# [What is required]
Set down a faithful copy of every record below, with no images.
──────── Materials provided
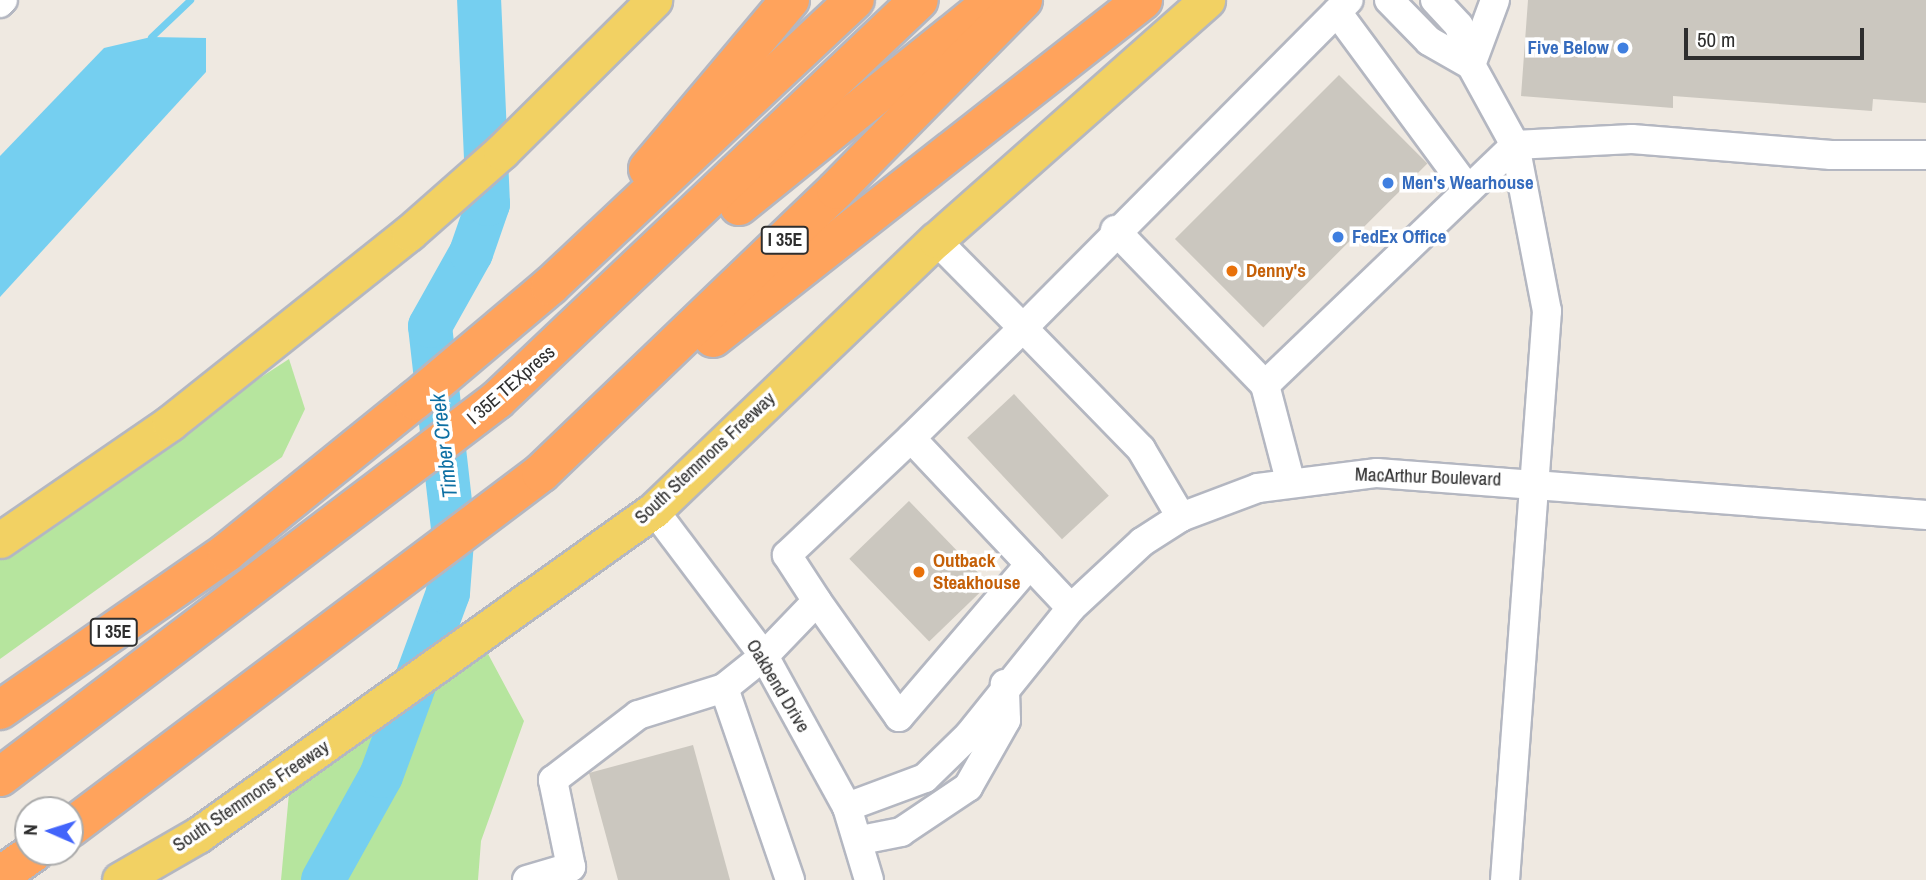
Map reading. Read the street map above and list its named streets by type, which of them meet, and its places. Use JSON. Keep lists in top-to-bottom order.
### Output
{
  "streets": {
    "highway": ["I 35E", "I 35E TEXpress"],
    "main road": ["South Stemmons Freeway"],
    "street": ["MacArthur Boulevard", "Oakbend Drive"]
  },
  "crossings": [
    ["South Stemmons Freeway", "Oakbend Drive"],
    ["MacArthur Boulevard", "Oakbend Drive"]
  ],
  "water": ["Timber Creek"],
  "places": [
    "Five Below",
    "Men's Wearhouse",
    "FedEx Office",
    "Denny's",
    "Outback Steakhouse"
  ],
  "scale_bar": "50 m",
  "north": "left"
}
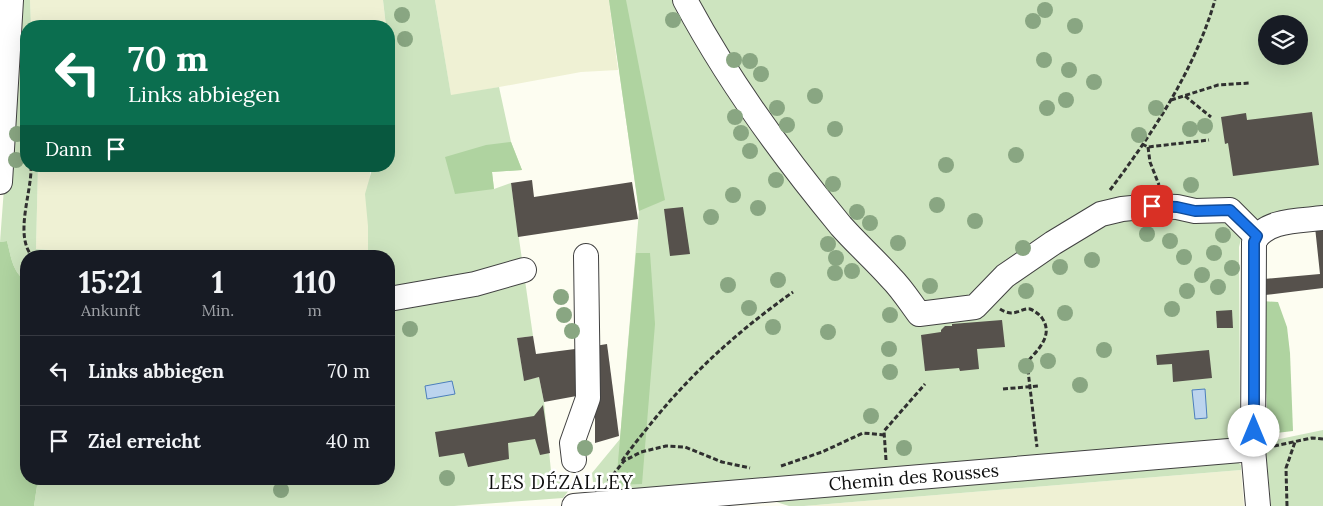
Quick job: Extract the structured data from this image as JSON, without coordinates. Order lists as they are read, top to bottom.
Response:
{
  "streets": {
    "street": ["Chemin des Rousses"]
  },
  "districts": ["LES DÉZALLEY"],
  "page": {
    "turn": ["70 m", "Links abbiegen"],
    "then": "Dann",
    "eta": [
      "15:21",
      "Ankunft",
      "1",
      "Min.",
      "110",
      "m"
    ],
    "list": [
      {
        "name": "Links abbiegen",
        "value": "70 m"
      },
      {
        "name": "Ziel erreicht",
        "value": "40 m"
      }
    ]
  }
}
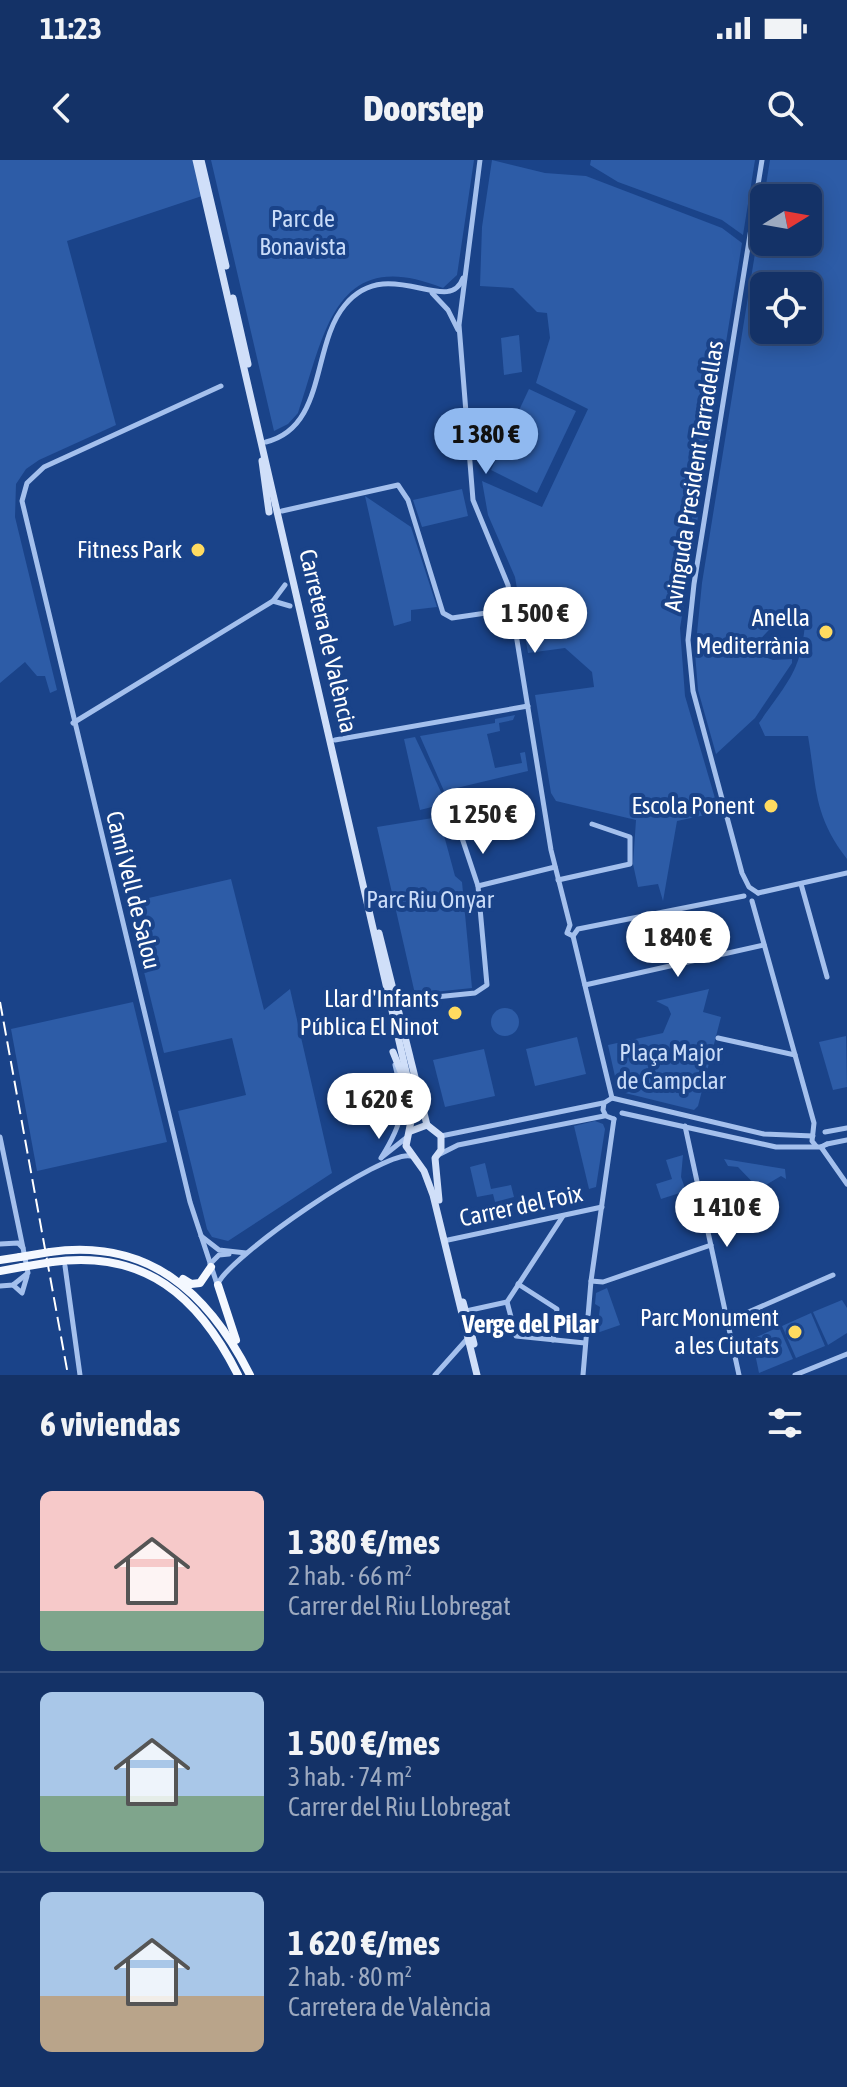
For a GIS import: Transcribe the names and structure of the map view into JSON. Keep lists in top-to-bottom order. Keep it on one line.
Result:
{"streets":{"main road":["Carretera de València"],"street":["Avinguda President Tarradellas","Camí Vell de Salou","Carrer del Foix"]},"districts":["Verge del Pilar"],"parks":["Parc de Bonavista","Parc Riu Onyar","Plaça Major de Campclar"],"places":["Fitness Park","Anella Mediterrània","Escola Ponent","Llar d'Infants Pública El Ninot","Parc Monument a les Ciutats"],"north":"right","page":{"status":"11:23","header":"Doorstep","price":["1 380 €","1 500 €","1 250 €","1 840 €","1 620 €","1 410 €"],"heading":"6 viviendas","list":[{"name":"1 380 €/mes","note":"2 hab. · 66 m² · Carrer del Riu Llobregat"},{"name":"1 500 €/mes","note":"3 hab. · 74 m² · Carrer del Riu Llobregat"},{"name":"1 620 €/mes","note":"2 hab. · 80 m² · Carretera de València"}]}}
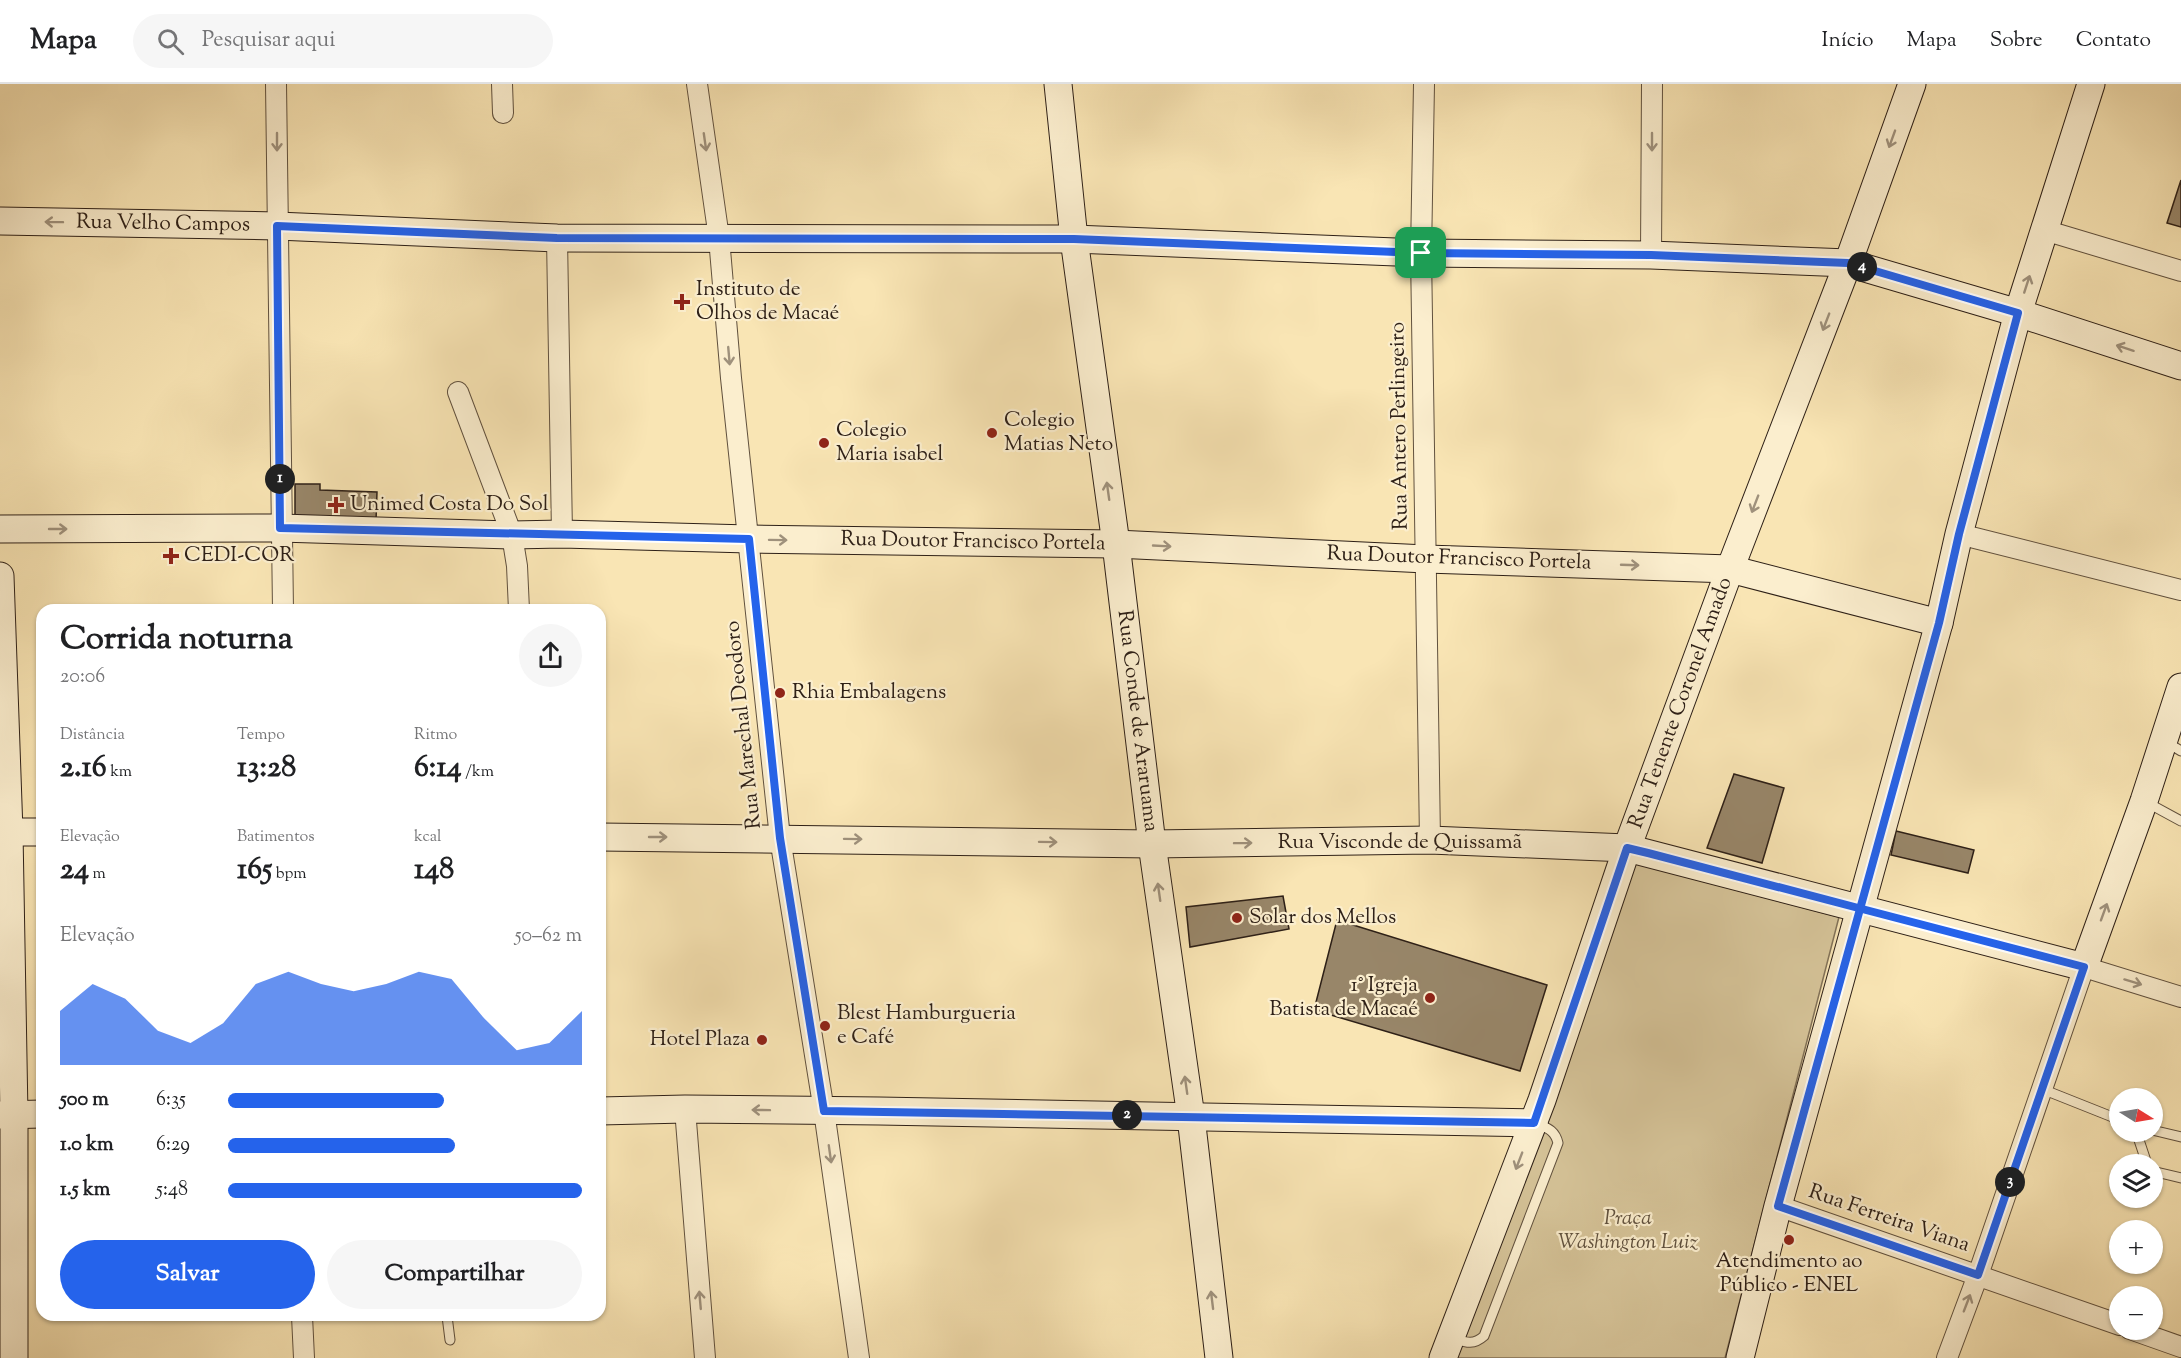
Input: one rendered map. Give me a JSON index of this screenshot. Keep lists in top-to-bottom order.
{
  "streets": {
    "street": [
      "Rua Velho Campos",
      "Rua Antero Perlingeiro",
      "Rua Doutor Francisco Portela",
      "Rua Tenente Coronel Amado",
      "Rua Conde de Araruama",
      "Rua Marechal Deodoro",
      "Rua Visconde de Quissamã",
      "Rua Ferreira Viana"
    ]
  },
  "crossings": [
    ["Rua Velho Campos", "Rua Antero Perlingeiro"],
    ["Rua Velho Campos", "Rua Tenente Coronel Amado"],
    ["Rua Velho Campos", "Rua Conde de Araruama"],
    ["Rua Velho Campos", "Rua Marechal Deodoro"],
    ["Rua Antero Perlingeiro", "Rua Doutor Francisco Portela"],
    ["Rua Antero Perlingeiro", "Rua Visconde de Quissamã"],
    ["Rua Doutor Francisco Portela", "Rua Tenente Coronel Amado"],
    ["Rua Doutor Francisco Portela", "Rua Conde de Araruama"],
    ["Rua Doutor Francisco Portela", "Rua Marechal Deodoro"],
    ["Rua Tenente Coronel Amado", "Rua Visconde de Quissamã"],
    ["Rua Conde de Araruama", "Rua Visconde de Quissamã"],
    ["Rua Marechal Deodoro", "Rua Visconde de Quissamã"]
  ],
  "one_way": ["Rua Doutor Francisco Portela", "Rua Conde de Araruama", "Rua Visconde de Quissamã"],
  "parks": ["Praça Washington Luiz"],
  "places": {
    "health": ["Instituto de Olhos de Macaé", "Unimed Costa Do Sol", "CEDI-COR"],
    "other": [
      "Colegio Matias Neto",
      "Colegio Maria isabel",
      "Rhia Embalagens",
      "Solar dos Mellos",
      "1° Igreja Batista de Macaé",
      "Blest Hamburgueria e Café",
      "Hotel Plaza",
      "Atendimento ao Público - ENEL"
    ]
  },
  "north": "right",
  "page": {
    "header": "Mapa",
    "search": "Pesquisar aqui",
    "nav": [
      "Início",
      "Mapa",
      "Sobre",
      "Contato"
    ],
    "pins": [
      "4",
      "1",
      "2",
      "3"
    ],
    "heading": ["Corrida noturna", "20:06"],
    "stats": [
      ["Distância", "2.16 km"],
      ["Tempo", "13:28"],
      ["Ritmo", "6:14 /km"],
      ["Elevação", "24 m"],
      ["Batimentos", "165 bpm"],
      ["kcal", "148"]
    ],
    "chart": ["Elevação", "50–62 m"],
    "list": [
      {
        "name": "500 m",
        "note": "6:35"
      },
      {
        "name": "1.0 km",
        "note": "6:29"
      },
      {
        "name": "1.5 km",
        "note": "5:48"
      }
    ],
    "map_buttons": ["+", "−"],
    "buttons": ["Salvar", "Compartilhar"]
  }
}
────────────────
# [Response box]
Map reading. Read the street map above and list its named streets by type, which of them meet, and its places. Use JSON. Keep lists in top-to-bottom order.
### Output
{
  "streets": {
    "highway": ["I 35E", "I 35E TEXpress"],
    "main road": ["South Stemmons Freeway"],
    "street": ["MacArthur Boulevard", "Oakbend Drive"]
  },
  "crossings": [
    ["South Stemmons Freeway", "Oakbend Drive"],
    ["MacArthur Boulevard", "Oakbend Drive"]
  ],
  "water": ["Timber Creek"],
  "places": [
    "Five Below",
    "Men's Wearhouse",
    "FedEx Office",
    "Denny's",
    "Outback Steakhouse"
  ],
  "scale_bar": "50 m",
  "north": "left"
}
Quick job: Extract the structured data from this image as JSON, without coordinates. Order lists as they are read, top to bottom.
Response:
{
  "streets": {
    "street": ["Chemin des Rousses"]
  },
  "districts": ["LES DÉZALLEY"],
  "page": {
    "turn": ["70 m", "Links abbiegen"],
    "then": "Dann",
    "eta": [
      "15:21",
      "Ankunft",
      "1",
      "Min.",
      "110",
      "m"
    ],
    "list": [
      {
        "name": "Links abbiegen",
        "value": "70 m"
      },
      {
        "name": "Ziel erreicht",
        "value": "40 m"
      }
    ]
  }
}
For a GIS import: Transcribe the names and structure of the map view into JSON. Keep lists in top-to-bottom order. Keep it on one line.
Result:
{"streets":{"main road":["Carretera de València"],"street":["Avinguda President Tarradellas","Camí Vell de Salou","Carrer del Foix"]},"districts":["Verge del Pilar"],"parks":["Parc de Bonavista","Parc Riu Onyar","Plaça Major de Campclar"],"places":["Fitness Park","Anella Mediterrània","Escola Ponent","Llar d'Infants Pública El Ninot","Parc Monument a les Ciutats"],"north":"right","page":{"status":"11:23","header":"Doorstep","price":["1 380 €","1 500 €","1 250 €","1 840 €","1 620 €","1 410 €"],"heading":"6 viviendas","list":[{"name":"1 380 €/mes","note":"2 hab. · 66 m² · Carrer del Riu Llobregat"},{"name":"1 500 €/mes","note":"3 hab. · 74 m² · Carrer del Riu Llobregat"},{"name":"1 620 €/mes","note":"2 hab. · 80 m² · Carretera de València"}]}}
Input: one rendered map. Give me a JSON index of this screenshot. Keep lists in top-to-bottom order.
{
  "streets": {
    "street": [
      "Rua Velho Campos",
      "Rua Antero Perlingeiro",
      "Rua Doutor Francisco Portela",
      "Rua Tenente Coronel Amado",
      "Rua Conde de Araruama",
      "Rua Marechal Deodoro",
      "Rua Visconde de Quissamã",
      "Rua Ferreira Viana"
    ]
  },
  "crossings": [
    ["Rua Velho Campos", "Rua Antero Perlingeiro"],
    ["Rua Velho Campos", "Rua Tenente Coronel Amado"],
    ["Rua Velho Campos", "Rua Conde de Araruama"],
    ["Rua Velho Campos", "Rua Marechal Deodoro"],
    ["Rua Antero Perlingeiro", "Rua Doutor Francisco Portela"],
    ["Rua Antero Perlingeiro", "Rua Visconde de Quissamã"],
    ["Rua Doutor Francisco Portela", "Rua Tenente Coronel Amado"],
    ["Rua Doutor Francisco Portela", "Rua Conde de Araruama"],
    ["Rua Doutor Francisco Portela", "Rua Marechal Deodoro"],
    ["Rua Tenente Coronel Amado", "Rua Visconde de Quissamã"],
    ["Rua Conde de Araruama", "Rua Visconde de Quissamã"],
    ["Rua Marechal Deodoro", "Rua Visconde de Quissamã"]
  ],
  "one_way": ["Rua Doutor Francisco Portela", "Rua Conde de Araruama", "Rua Visconde de Quissamã"],
  "parks": ["Praça Washington Luiz"],
  "places": {
    "health": ["Instituto de Olhos de Macaé", "Unimed Costa Do Sol", "CEDI-COR"],
    "other": [
      "Colegio Matias Neto",
      "Colegio Maria isabel",
      "Rhia Embalagens",
      "Solar dos Mellos",
      "1° Igreja Batista de Macaé",
      "Blest Hamburgueria e Café",
      "Hotel Plaza",
      "Atendimento ao Público - ENEL"
    ]
  },
  "north": "right",
  "page": {
    "header": "Mapa",
    "search": "Pesquisar aqui",
    "nav": [
      "Início",
      "Mapa",
      "Sobre",
      "Contato"
    ],
    "pins": [
      "4",
      "1",
      "2",
      "3"
    ],
    "heading": ["Corrida noturna", "20:06"],
    "stats": [
      ["Distância", "2.16 km"],
      ["Tempo", "13:28"],
      ["Ritmo", "6:14 /km"],
      ["Elevação", "24 m"],
      ["Batimentos", "165 bpm"],
      ["kcal", "148"]
    ],
    "chart": ["Elevação", "50–62 m"],
    "list": [
      {
        "name": "500 m",
        "note": "6:35"
      },
      {
        "name": "1.0 km",
        "note": "6:29"
      },
      {
        "name": "1.5 km",
        "note": "5:48"
      }
    ],
    "map_buttons": ["+", "−"],
    "buttons": ["Salvar", "Compartilhar"]
  }
}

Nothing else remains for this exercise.